Take the data below and write it out exactly, except for the pictures.

Data shown START

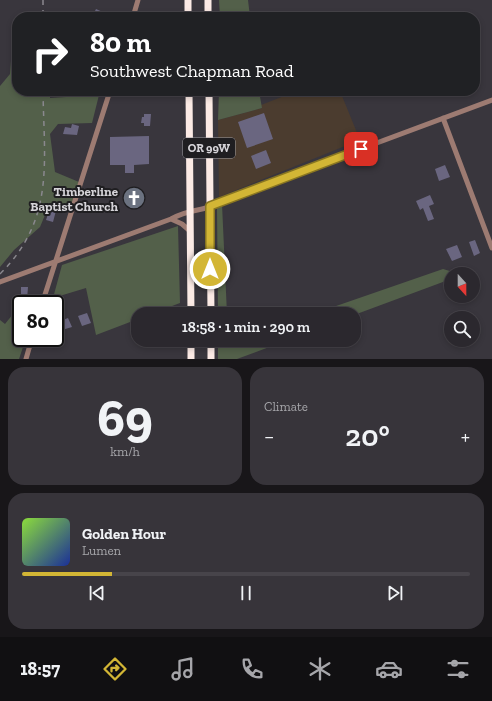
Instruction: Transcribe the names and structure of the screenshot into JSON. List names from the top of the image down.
{
  "streets": {
    "highway": ["OR 99W"]
  },
  "places": {
    "church": ["Timberline Baptist Church"]
  },
  "north": "bottom",
  "page": {
    "turn": ["80 m", "Southwest Chapman Road"],
    "limit": "80",
    "trip": "18:58 · 1 min · 290 m",
    "tile": [
      ["69", "km/h"],
      "Climate"
    ],
    "heat": ["−", "20°", "+"],
    "song": ["Golden Hour", "Lumen"],
    "tabs": "18:57"
  }
}
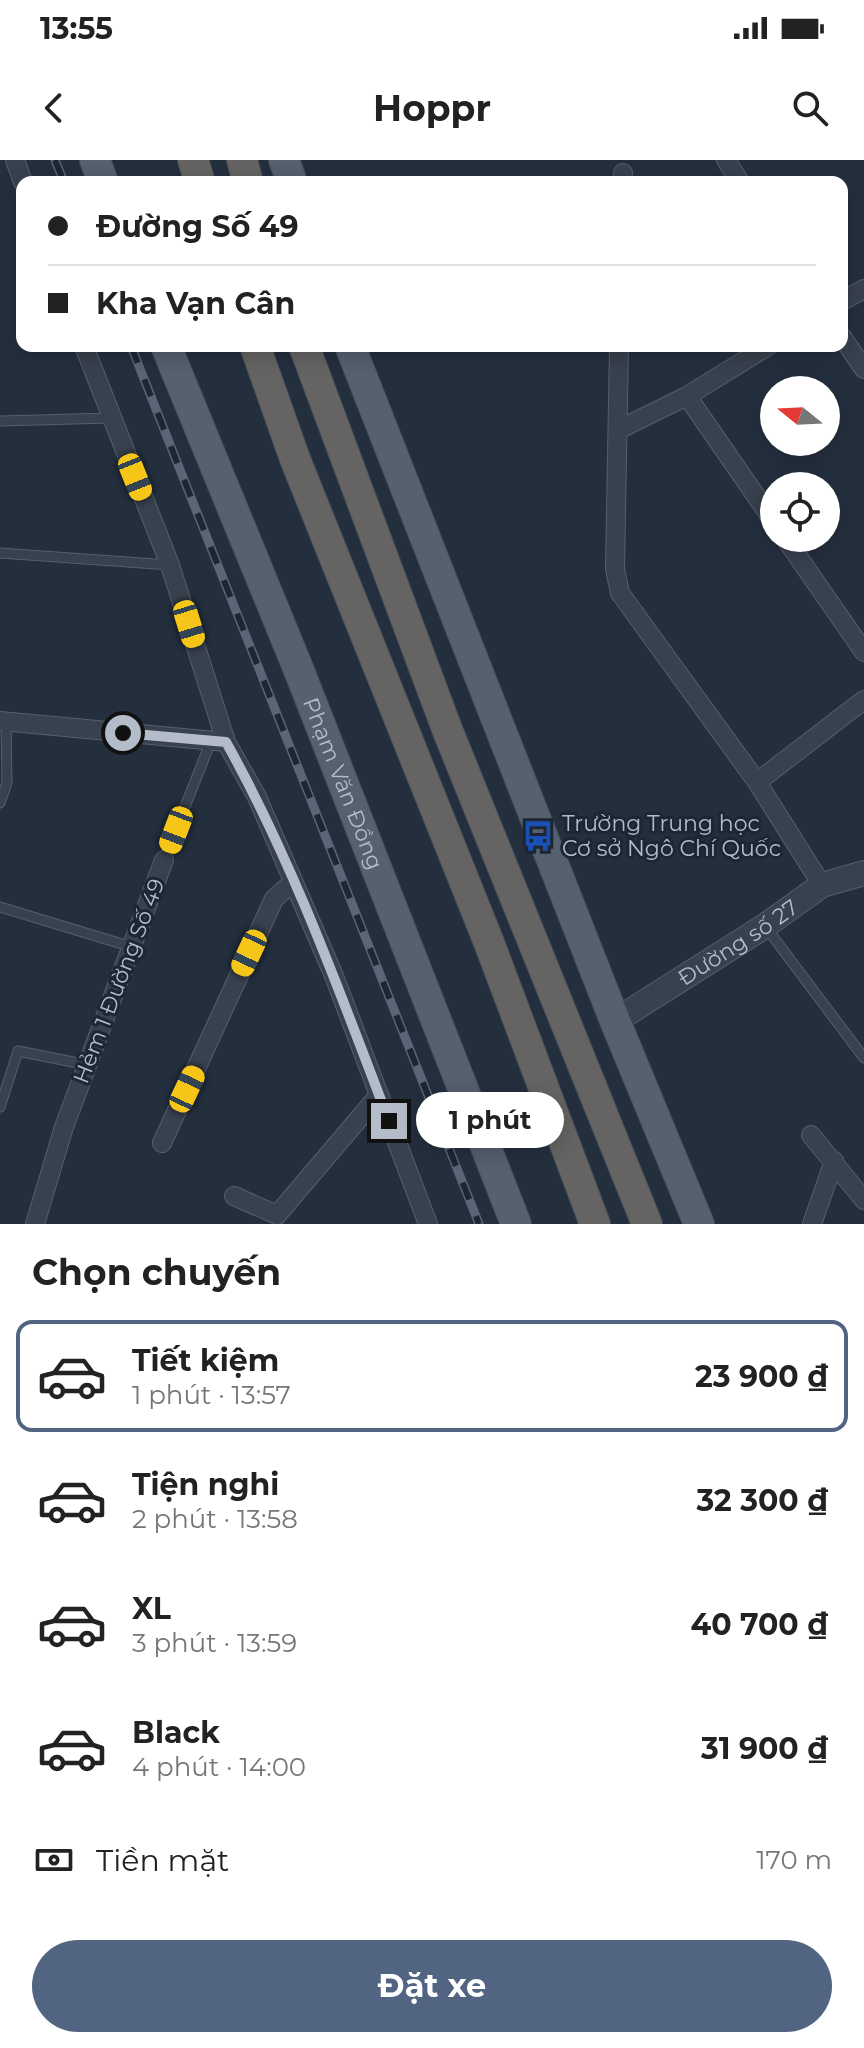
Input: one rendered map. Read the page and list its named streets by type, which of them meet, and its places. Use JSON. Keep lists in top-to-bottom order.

Data shown END

» **Final answer**
Instruction: Transcribe the names and structure of the screenshot into JSON. List names from the top of the image down.
{
  "streets": {
    "highway": ["OR 99W"]
  },
  "places": {
    "church": ["Timberline Baptist Church"]
  },
  "north": "bottom",
  "page": {
    "turn": ["80 m", "Southwest Chapman Road"],
    "limit": "80",
    "trip": "18:58 · 1 min · 290 m",
    "tile": [
      ["69", "km/h"],
      "Climate"
    ],
    "heat": ["−", "20°", "+"],
    "song": ["Golden Hour", "Lumen"],
    "tabs": "18:57"
  }
}
Input: one rendered map. Read the page and list its named streets by type, which of them meet, and its places. Use JSON. Keep lists in top-to-bottom order.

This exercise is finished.